Today Philip Davies MP (Conservative, Shipley), seized the prize. Christopher Chope MP (Conservative, Christchurch) was front-runner with his private member's Employment Opportunities Bill, aiming to undermine the minimum wage by creating a situation in which it would be legal for individual workers to be bullied into opting out of the Minimum Wage, but Davies leapt into the lead by using the debate on that bill to propose that disabled people should offer to work for less as they "cannot be as productive in their work".

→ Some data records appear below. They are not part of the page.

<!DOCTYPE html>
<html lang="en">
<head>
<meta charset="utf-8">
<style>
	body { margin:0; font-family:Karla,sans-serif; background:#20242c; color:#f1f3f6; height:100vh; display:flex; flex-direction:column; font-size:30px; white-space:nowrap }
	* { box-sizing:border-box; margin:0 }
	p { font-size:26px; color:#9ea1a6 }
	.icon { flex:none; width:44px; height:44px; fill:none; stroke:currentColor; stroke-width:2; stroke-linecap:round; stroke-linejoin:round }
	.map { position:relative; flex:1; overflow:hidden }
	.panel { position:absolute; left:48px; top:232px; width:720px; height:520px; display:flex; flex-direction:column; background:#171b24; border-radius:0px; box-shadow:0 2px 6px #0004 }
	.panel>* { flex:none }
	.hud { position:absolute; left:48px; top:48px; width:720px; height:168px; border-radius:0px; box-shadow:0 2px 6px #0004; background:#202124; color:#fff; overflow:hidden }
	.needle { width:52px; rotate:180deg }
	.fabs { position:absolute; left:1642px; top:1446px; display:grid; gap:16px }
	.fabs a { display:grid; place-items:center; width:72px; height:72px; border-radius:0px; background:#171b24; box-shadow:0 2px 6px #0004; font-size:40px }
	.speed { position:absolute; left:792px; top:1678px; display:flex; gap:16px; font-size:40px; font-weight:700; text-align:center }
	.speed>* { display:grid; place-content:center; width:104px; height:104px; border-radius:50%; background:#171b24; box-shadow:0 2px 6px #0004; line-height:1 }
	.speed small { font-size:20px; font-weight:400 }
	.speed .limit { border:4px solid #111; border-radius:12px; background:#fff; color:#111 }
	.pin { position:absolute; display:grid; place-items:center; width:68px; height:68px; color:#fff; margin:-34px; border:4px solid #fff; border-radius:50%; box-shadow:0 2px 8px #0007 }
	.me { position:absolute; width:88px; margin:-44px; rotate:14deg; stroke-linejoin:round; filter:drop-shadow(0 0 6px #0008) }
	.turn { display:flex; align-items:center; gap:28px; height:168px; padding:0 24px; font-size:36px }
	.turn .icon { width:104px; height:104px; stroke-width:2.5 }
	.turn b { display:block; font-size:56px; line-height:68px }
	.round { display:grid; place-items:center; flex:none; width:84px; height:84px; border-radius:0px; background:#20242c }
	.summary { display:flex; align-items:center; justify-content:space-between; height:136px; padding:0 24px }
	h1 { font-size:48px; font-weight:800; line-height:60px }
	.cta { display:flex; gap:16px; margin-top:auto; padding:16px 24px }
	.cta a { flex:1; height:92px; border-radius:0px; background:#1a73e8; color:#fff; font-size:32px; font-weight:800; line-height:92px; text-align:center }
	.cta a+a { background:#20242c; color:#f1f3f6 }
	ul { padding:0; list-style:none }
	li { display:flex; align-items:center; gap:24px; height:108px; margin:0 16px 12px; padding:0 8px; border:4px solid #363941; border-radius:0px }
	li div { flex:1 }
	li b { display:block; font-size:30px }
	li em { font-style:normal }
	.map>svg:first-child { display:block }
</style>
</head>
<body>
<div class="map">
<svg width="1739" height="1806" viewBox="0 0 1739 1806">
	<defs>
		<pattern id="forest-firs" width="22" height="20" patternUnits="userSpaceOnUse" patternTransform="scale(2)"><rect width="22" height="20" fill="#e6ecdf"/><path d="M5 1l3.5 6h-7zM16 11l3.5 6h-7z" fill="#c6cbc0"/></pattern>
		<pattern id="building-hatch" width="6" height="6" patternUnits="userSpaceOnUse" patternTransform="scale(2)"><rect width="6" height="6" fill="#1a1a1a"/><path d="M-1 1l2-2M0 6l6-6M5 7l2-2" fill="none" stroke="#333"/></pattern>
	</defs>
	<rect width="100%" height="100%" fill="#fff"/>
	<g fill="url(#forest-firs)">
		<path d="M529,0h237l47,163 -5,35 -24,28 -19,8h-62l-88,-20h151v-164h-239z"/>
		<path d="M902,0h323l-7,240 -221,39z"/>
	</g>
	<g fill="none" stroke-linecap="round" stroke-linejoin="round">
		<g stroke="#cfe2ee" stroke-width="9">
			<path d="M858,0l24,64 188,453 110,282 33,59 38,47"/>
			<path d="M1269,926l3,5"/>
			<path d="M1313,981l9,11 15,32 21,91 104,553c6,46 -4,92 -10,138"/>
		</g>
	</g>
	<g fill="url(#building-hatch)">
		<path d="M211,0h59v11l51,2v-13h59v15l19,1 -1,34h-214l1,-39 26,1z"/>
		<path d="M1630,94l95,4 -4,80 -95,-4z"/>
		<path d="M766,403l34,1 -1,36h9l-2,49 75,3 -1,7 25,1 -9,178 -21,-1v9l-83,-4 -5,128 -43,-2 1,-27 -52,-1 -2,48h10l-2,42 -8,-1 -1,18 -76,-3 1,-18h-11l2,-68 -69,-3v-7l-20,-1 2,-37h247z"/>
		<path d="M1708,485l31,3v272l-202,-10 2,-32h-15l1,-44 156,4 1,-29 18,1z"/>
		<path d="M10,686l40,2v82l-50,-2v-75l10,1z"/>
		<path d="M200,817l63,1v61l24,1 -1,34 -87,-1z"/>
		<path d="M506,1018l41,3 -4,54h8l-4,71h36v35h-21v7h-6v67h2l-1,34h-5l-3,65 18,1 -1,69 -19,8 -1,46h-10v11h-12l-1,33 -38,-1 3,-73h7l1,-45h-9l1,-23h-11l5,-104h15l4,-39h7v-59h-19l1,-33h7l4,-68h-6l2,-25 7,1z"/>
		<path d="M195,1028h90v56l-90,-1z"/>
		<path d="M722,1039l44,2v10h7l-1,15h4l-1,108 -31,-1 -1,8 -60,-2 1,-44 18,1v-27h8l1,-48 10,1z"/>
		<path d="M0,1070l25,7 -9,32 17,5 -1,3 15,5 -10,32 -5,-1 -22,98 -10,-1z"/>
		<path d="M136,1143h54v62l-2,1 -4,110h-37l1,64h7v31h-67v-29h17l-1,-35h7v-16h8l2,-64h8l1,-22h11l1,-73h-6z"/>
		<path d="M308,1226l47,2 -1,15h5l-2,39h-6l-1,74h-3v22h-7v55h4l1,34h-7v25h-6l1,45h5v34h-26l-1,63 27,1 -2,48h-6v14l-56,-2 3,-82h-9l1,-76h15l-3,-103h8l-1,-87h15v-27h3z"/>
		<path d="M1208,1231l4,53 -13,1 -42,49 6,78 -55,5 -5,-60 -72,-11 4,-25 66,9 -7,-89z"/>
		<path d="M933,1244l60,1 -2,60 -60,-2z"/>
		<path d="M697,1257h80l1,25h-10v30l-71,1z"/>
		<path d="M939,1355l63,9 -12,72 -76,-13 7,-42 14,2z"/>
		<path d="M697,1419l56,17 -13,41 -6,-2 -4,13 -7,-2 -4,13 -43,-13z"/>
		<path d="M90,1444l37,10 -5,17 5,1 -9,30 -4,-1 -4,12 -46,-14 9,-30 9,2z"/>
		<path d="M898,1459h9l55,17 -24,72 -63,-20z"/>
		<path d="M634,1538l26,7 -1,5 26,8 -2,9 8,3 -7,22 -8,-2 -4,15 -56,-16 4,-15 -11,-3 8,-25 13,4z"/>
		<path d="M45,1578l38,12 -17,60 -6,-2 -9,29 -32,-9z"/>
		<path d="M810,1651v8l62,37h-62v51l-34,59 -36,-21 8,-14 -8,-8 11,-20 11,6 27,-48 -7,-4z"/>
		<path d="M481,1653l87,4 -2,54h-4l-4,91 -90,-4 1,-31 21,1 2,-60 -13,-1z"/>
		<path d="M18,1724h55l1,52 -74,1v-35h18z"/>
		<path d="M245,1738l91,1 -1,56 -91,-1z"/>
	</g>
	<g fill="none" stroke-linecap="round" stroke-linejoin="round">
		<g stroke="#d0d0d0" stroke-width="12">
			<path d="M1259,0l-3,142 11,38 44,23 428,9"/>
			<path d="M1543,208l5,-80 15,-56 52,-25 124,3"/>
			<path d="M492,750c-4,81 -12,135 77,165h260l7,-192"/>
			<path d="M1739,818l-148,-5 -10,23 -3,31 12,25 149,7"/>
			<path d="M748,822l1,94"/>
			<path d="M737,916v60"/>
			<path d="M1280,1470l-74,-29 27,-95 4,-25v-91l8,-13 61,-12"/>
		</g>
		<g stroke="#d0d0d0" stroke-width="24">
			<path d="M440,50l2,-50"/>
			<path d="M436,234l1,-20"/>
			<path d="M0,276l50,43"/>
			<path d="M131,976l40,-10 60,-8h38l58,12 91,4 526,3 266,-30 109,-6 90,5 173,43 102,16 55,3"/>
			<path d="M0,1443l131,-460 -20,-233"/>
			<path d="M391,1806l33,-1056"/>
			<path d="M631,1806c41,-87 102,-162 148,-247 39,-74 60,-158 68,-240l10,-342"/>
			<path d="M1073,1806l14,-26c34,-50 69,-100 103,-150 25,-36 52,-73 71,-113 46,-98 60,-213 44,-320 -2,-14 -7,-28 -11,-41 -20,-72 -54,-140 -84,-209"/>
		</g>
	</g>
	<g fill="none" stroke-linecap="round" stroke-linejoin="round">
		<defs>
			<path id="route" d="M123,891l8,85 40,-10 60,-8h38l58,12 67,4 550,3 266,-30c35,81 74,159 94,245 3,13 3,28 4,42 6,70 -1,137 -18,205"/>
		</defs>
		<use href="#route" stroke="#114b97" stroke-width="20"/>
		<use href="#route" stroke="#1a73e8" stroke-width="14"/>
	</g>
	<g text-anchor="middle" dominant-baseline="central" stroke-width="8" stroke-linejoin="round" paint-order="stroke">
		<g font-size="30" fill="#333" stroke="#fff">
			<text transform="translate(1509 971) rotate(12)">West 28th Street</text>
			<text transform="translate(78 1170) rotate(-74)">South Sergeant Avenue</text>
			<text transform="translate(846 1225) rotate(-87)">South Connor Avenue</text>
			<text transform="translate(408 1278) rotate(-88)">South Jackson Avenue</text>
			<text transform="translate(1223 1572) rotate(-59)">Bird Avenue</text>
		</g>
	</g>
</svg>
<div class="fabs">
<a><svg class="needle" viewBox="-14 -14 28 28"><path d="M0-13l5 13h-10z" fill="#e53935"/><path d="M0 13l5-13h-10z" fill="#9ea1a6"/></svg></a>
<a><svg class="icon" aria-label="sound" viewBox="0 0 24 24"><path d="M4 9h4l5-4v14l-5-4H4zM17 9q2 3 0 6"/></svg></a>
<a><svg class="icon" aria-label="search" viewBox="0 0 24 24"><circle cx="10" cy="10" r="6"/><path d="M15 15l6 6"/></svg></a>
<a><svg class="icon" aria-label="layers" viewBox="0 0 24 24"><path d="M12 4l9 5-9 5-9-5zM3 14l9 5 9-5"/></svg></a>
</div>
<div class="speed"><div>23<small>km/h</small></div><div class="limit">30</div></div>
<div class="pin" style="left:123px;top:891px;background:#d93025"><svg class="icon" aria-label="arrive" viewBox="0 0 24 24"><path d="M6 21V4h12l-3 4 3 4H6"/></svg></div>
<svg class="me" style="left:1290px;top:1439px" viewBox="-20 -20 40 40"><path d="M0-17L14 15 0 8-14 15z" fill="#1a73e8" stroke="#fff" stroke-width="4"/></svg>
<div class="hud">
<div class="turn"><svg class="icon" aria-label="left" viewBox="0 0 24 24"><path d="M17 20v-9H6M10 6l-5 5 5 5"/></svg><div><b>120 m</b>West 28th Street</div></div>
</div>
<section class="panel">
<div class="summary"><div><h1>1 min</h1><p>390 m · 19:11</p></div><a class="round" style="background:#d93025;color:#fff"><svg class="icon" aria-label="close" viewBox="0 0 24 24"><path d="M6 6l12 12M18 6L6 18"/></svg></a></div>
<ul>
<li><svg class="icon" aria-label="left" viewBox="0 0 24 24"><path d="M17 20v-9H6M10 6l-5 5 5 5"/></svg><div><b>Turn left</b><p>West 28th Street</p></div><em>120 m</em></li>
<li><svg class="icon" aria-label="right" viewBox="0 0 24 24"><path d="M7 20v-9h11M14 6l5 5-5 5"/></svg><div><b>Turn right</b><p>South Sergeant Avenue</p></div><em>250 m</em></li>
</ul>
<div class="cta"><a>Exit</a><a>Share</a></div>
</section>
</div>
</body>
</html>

Davies openly acknowledged the disablism that denies disabled people the opportunity to enter the workplace, no matter what the Equality Act might say, but, rather than challenging his Tory-voting chums over their open contempt for the law, proposes that the law should be changed to allow disabled workers to be treated as an underclass of workers, who can expect to see demands that we work for less than the minimum wage if we want a job.
Other Tories were quick enough to condemn him, but words are easy. Davies admitted the awkward truth, that disabled people face near ubiquitous discrimination in finding work. Abusing us off ESA and IB won't fix that, condemning us as scroungers won't fix that, the only solution is to take the fight into the HR departments and the Directors' offices and force them to live up to the promises of the Equality Act (an act Davies voted against).
Are the Tories willing to put their actions where their mouths are? Or did Davies simply say what they really think?